_RECORDS TO PROCESS_
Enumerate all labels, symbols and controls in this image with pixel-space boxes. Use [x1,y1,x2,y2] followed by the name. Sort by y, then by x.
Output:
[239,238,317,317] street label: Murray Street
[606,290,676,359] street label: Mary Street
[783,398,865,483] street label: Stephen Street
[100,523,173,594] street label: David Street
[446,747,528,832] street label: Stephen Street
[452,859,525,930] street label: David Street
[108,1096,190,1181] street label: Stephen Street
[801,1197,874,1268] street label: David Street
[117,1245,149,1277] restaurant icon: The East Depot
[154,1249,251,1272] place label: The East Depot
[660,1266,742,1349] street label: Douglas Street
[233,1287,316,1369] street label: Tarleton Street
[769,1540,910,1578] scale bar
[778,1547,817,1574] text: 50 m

* * *

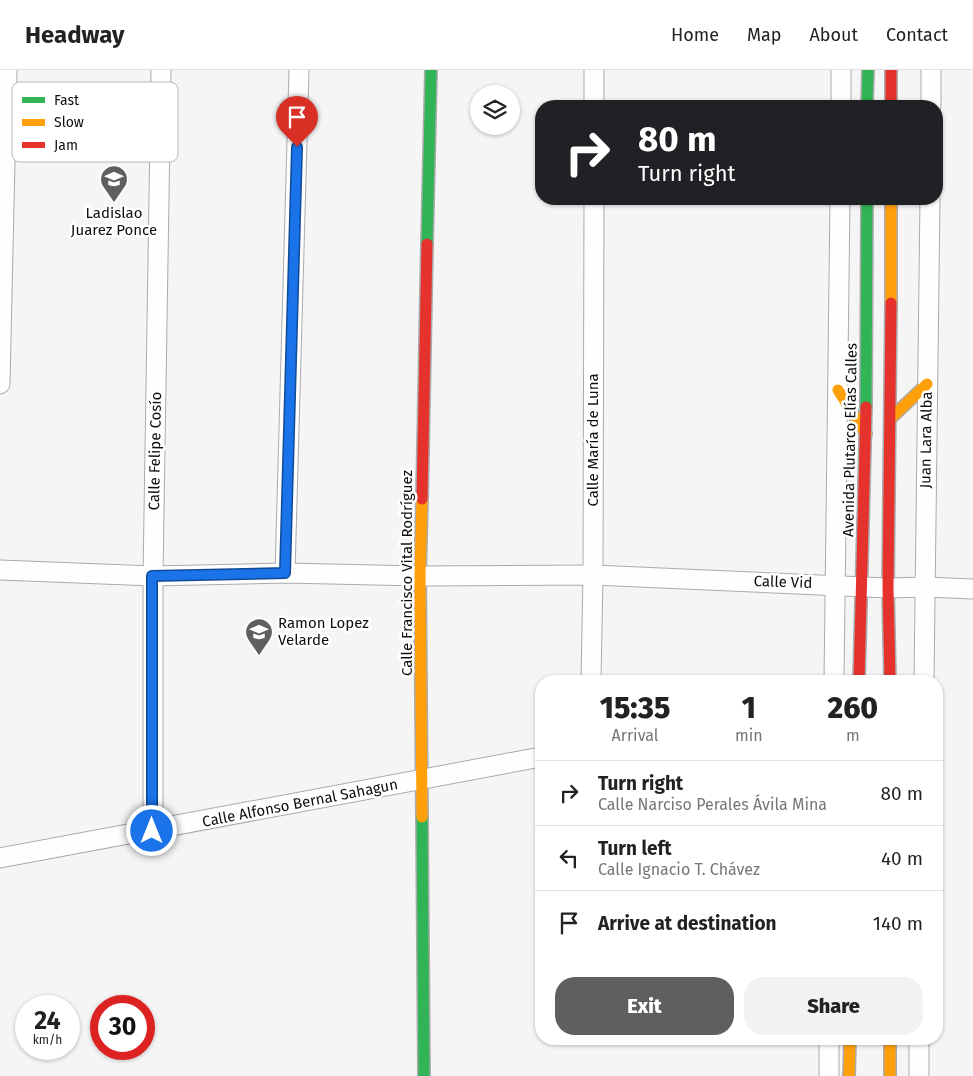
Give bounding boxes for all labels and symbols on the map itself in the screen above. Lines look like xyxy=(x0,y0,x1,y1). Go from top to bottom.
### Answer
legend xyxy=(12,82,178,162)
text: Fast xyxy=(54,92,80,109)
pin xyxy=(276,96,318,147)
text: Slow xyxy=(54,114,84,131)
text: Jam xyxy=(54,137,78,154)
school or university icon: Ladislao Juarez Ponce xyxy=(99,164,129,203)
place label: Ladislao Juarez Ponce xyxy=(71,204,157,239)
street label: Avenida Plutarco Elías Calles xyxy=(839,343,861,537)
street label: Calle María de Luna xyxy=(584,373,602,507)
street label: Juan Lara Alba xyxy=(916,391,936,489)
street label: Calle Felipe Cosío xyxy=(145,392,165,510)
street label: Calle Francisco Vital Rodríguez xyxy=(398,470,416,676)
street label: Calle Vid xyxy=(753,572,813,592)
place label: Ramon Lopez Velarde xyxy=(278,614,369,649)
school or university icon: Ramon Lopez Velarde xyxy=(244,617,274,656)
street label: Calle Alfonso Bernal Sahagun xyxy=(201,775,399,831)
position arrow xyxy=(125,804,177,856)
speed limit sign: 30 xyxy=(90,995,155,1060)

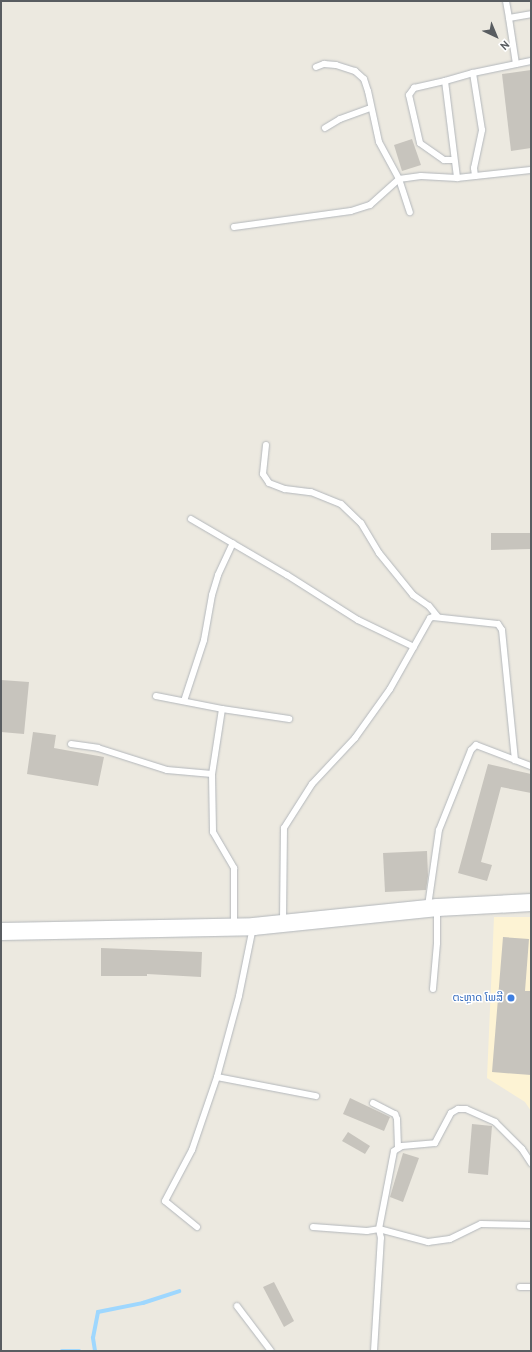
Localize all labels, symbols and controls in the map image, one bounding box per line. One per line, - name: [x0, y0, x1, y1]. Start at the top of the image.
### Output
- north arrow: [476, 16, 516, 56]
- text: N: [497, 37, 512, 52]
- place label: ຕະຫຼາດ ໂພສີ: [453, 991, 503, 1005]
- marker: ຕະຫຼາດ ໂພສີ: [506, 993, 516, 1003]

_DIRECTIONS_
Report each line of the data in which "labels" occurs.

_TASK OUTPUT_
Enumerate all labels, symbols and controls in this image with pixel-space boxes. Use [x1,y1,x2,y2] followed by the name. Sort by y, then by x.
Give bounding boxes for all labels and symbols on the map itself in the screen above. Lines look like xyxy=(x0,y0,x1,y1). Go from top to bottom.
Localize all labels, symbols and controls in the map image, one bounding box per line. One per line, - name: [x0, y0, x1, y1]. Start at the top of the image.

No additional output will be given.